[Dataset entries]

- - -

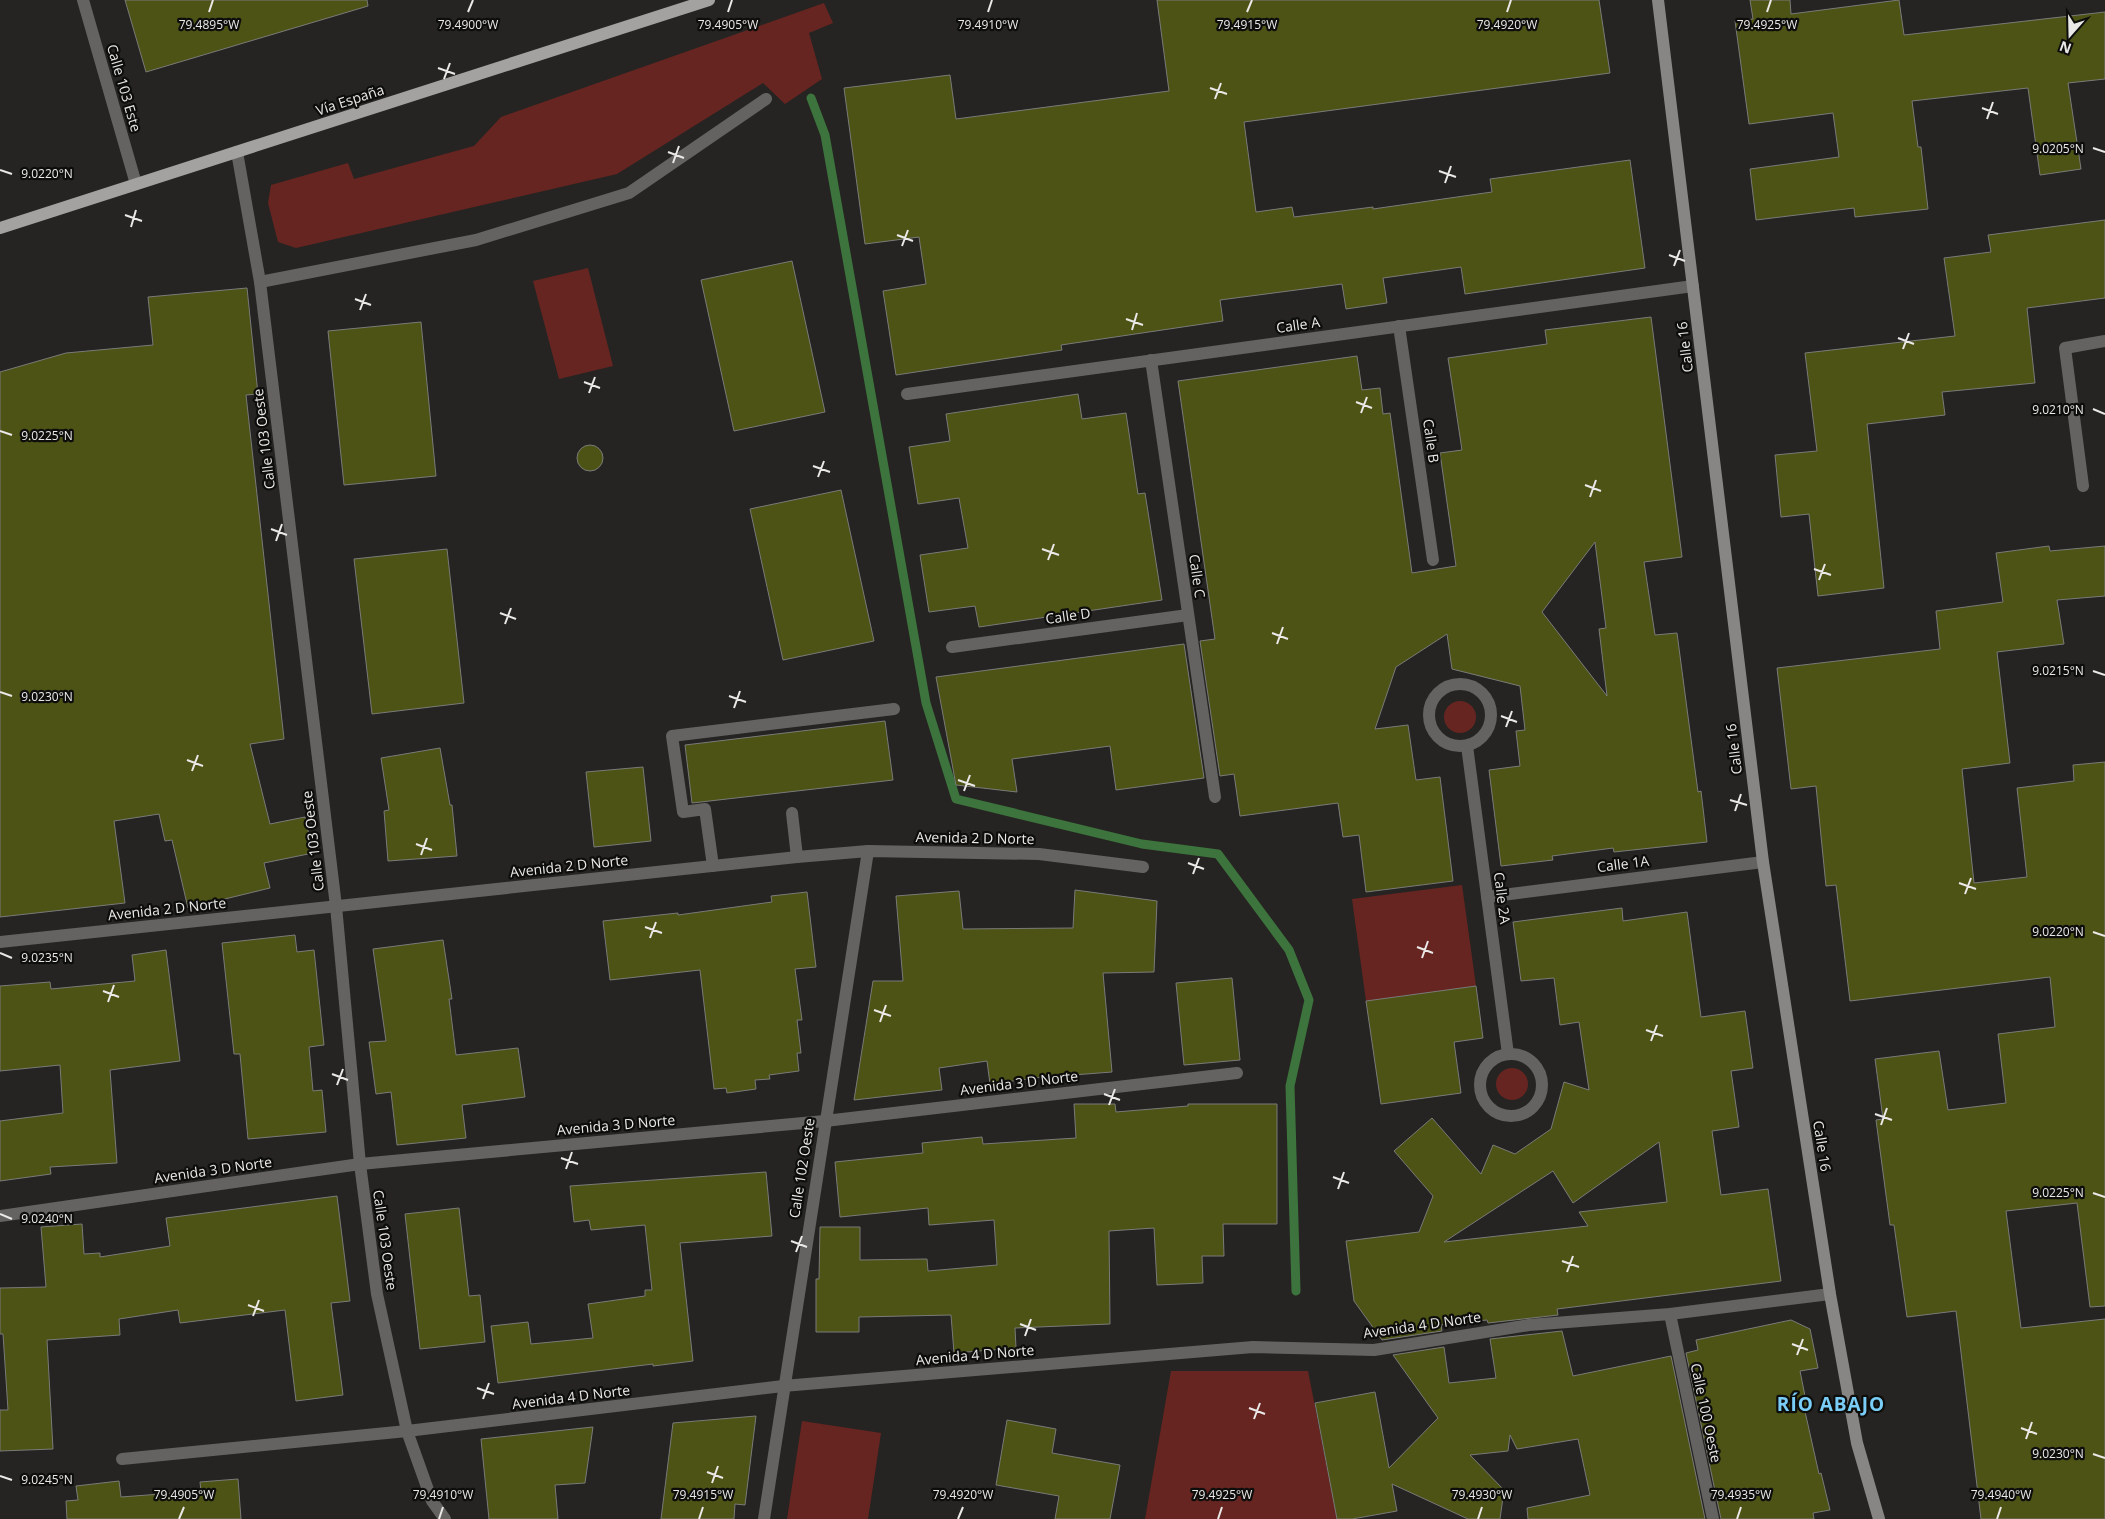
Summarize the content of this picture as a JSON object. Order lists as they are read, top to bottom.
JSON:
{
  "streets": {
    "main road": ["Vía España", "Calle 16"],
    "street": [
      "Calle 103 Este",
      "Calle A",
      "Calle 103 Oeste",
      "Calle B",
      "Calle C",
      "Calle D",
      "Avenida 2 D Norte",
      "Calle 1A",
      "Calle 2A",
      "Avenida 3 D Norte",
      "Calle 102 Oeste",
      "Avenida 4 D Norte",
      "Calle 100 Oeste"
    ]
  },
  "crossings": [
    ["Calle 103 Este", "Vía España"],
    ["Vía España", "Calle 103 Oeste"],
    ["Calle A", "Calle 16"],
    ["Calle A", "Calle B"],
    ["Calle A", "Calle C"],
    ["Calle 16", "Calle 1A"],
    ["Calle 16", "Avenida 4 D Norte"],
    ["Calle 103 Oeste", "Avenida 2 D Norte"],
    ["Calle 103 Oeste", "Avenida 3 D Norte"],
    ["Calle 103 Oeste", "Avenida 4 D Norte"],
    ["Calle C", "Calle D"],
    ["Avenida 2 D Norte", "Calle 102 Oeste"],
    ["Calle 1A", "Calle 2A"],
    ["Avenida 3 D Norte", "Calle 102 Oeste"],
    ["Calle 102 Oeste", "Avenida 4 D Norte"],
    ["Avenida 4 D Norte", "Calle 100 Oeste"]
  ],
  "districts": ["RÍO ABAJO"],
  "north": "bottom",
  "coordinates": [
    "79.4895°W",
    "79.4900°W",
    "79.4905°W",
    "79.4910°W",
    "79.4915°W",
    "79.4920°W",
    "79.4925°W",
    "9.0205°N",
    "9.0220°N",
    "9.0210°N",
    "9.0225°N",
    "9.0215°N",
    "9.0230°N",
    "9.0235°N",
    "9.0240°N",
    "9.0245°N",
    "79.4930°W",
    "79.4935°W",
    "79.4940°W"
  ]
}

- - -

ABOUT THIS TASK:
Please copy the data above exactly; the pictures do not belong in the copy.

SOLUTION BELOW:
Summarize the content of this picture as a JSON object. Order lists as they are read, top to bottom.
JSON:
{
  "streets": {
    "main road": ["Vía España", "Calle 16"],
    "street": [
      "Calle 103 Este",
      "Calle A",
      "Calle 103 Oeste",
      "Calle B",
      "Calle C",
      "Calle D",
      "Avenida 2 D Norte",
      "Calle 1A",
      "Calle 2A",
      "Avenida 3 D Norte",
      "Calle 102 Oeste",
      "Avenida 4 D Norte",
      "Calle 100 Oeste"
    ]
  },
  "crossings": [
    ["Calle 103 Este", "Vía España"],
    ["Vía España", "Calle 103 Oeste"],
    ["Calle A", "Calle 16"],
    ["Calle A", "Calle B"],
    ["Calle A", "Calle C"],
    ["Calle 16", "Calle 1A"],
    ["Calle 16", "Avenida 4 D Norte"],
    ["Calle 103 Oeste", "Avenida 2 D Norte"],
    ["Calle 103 Oeste", "Avenida 3 D Norte"],
    ["Calle 103 Oeste", "Avenida 4 D Norte"],
    ["Calle C", "Calle D"],
    ["Avenida 2 D Norte", "Calle 102 Oeste"],
    ["Calle 1A", "Calle 2A"],
    ["Avenida 3 D Norte", "Calle 102 Oeste"],
    ["Calle 102 Oeste", "Avenida 4 D Norte"],
    ["Avenida 4 D Norte", "Calle 100 Oeste"]
  ],
  "districts": ["RÍO ABAJO"],
  "north": "bottom",
  "coordinates": [
    "79.4895°W",
    "79.4900°W",
    "79.4905°W",
    "79.4910°W",
    "79.4915°W",
    "79.4920°W",
    "79.4925°W",
    "9.0205°N",
    "9.0220°N",
    "9.0210°N",
    "9.0225°N",
    "9.0215°N",
    "9.0230°N",
    "9.0235°N",
    "9.0240°N",
    "9.0245°N",
    "79.4930°W",
    "79.4935°W",
    "79.4940°W"
  ]
}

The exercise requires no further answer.